■ Task details
Search term "rows": copy each line of the records that contains it.

▼

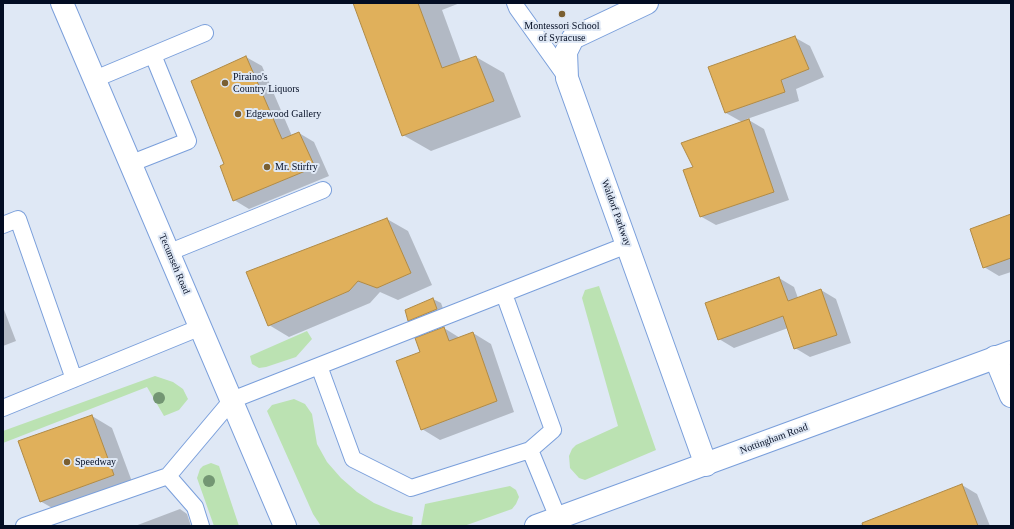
<!DOCTYPE html>
<html>
<head>
<meta charset="utf-8">
<style>
	body { margin:0 }
	#map { position:relative; width:1014px; height:529px; overflow:hidden; background:#dfe8f5; font-family:Georgia,serif }
	canvas { display:block }
	.frame { position:absolute; inset:0; border:4px solid #030d23; pointer-events:none }
</style>
</head>
<body>
<div id="map">
<canvas width="1014" height="529"></canvas>
<div class="frame"></div>
</div>
<script>
const g = document.querySelector('canvas').getContext('2d');
g.lineJoin = 'round';
function fill(path, color) { g.fillStyle = color; g.fill(path, 'evenodd'); }
const shape = rows => new Path2D(rows.map(r => 'M' + r).join(''));
function strokePath(path, color, width, dash) { g.strokeStyle = color; g.lineWidth = width; g.lineCap = dash ? 'butt' : 'round'; g.setLineDash(dash || []); g.stroke(path); }
function label(font, color, halo, rows, align = 'center') {
  g.font = font + ' Georgia,serif'; g.lineWidth = 4; g.setLineDash([]); g.textBaseline = 'middle'; g.strokeStyle = halo; g.fillStyle = color; for (const [text, x, y, turn = 0] of rows) {
    g.save(); g.translate(x, y); g.rotate((+turn || 0) * Math.PI / 180); g.textAlign = isNaN(turn) ? turn : align; if (halo) g.strokeText(text, 0, 0); g.fillText(text, 0, 0); g.restore();
  }
}
fill(shape([
	[599,286,656,450,585,480,579,478,570,468,569,456,572,449,576,445,618,426,582,298,585,290],
	[307,331,312,339,296,357,266,367,259,368,252,364,250,356],
	[155,376,173,382,183,389,188,399,179,410,164,416,147,387,3,443,3,431],
	[294,399,305,404,312,414,317,444,327,462,341,478,357,492,374,503,393,511,413,517,412,526,321,526,313,514,267,411,272,405],
	[211,463,219,466,239,526,214,526,197,478,200,469,203,466],
	[510,486,516,490,519,497,516,504,512,509,464,526,421,526,425,504]
]), '#bbe2b2');
fill(shape([
	[354,3,460,3,442,10,461,62,476,57,504,73,521,117,431,151,403,135],
	[794,37,810,46,824,77,796,89,799,101,747,119,764,129,789,200,716,225,700,216,694,168,742,122,726,113],
	[246,57,262,66,292,136,299,133,314,142,329,176,249,209,234,200,225,165,192,81],
	[1011,215,1011,272,999,276,984,267],
	[387,219,408,231,432,285,398,300,380,292,370,303,289,337,269,325],
	[779,278,794,287,798,298,821,290,836,299,851,343,810,357,795,348,788,328,734,348,719,339],
	[433,299,441,303,445,314,417,324,409,320],
	[3,307,16,341,3,346],
	[444,328,460,338,473,333,491,344,514,412,440,440,422,429,421,353],
	[92,416,112,428,134,487,61,513,40,501],
	[962,485,977,494,990,526,857,526,928,500],
	[180,509,187,514,191,526,135,526]
]), '#0003');
const building = shape([
	[353,3,418,3,442,68,476,56,494,101,402,136,353,3],
	[795,36,809,69,781,80,785,92,725,113,708,67,795,36],
	[246,56,282,139,299,132,315,167,233,201,220,166,224,164,191,81,246,56],
	[749,119,774,192,700,217,683,170,693,167,681,143,749,119],
	[1011,214,1011,258,983,268,970,229,1011,214],
	[387,218,411,273,377,288,358,281,349,291,268,326,246,272,387,218],
	[779,277,788,301,821,289,837,335,794,349,783,316,718,340,705,303,779,277],
	[433,298,437,309,408,321,405,310,433,298],
	[444,327,449,341,473,332,497,401,421,430,396,361,420,352,415,338,444,327],
	[92,415,114,475,40,502,18,441,92,415],
	[962,484,978,526,863,526,862,523,962,484]
]);
fill(building, '#e0b05b');
strokePath(building, '#b08a45', 1);
const lane = shape([
	[515,3,517,8,567,78],
	[95,79,205,33],
	[132,163,188,141,153,55],
	[3,225,18,219,74,379],
	[170,252,323,190],
	[504,294,553,430,530,450],
	[319,366,353,459,411,488,530,450,558,518],
	[3,408,201,327],
	[168,476,195,507,201,526],
	[24,526,168,476,232,400,627,245]
]);
const street = shape([
	[647,3,573,38,566,52,567,78,706,465],
	[995,357,1011,396]
]);
const secondary = shape([
	[62,3,285,526],
	[536,526,1011,352]
]);
strokePath(lane, '#7a9fdb', 18);
strokePath(street, '#7a9fdb', 24);
strokePath(secondary, '#7a9fdb', 24);
strokePath(lane, '#fff', 16);
strokePath(street, '#fff', 22);
strokePath(secondary, '#fff', 22);
g.fillStyle = '#739673';
for (const [x, y] of [
	[159,398],
	[209,481]
]) { g.beginPath(); g.arc(x, y, 6, 0, 2 * Math.PI); g.fill(); }
for (const [x, y, r, color] of [
	[562,14,4,"#7a5f31"],
	[225,83,4,"#7a5f31"],
	[238,114,4,"#7a5f31"],
	[267,167,4,"#7a5f31"],
	[67,462,4,"#7a5f31"]
]) { const dot = new Path2D(); dot.arc(x, y, r, 0, 2 * Math.PI); g.fillStyle = color; g.fill(dot); strokePath(dot, '#dfe8f5', 1.5); }
label('10px', '#030d23', '#dfe8f5', [
	["Montessori School",562,26,"center"],
	["of Syracuse",562,38,"center"],
	["Piraino's",233,77],
	["Country Liquors",233,89],
	["Edgewood Gallery",246,114],
	["Mr. Stirfry",275,167],
	["Speedway",75,462]
], 'left');
label('10px', '#030d23', '#dfe8f5', [
	["Waldorf Parkway",616,213,70],
	["Tecumseh Road",174,264,67],
	["Nottingham Road",774,439,-20]
]);
</script>
</body>
</html>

▲

■ Your response
const shape = rows => new Path2D(rows.map(r => 'M' + r).join(''));
function label(font, color, halo, rows, align = 'center') {
  g.font = font + ' Georgia,serif'; g.lineWidth = 4; g.setLineDash([]); g.textBaseline = 'middle'; g.strokeStyle = halo; g.fillStyle = color; for (const [text, x, y, turn = 0] of rows) {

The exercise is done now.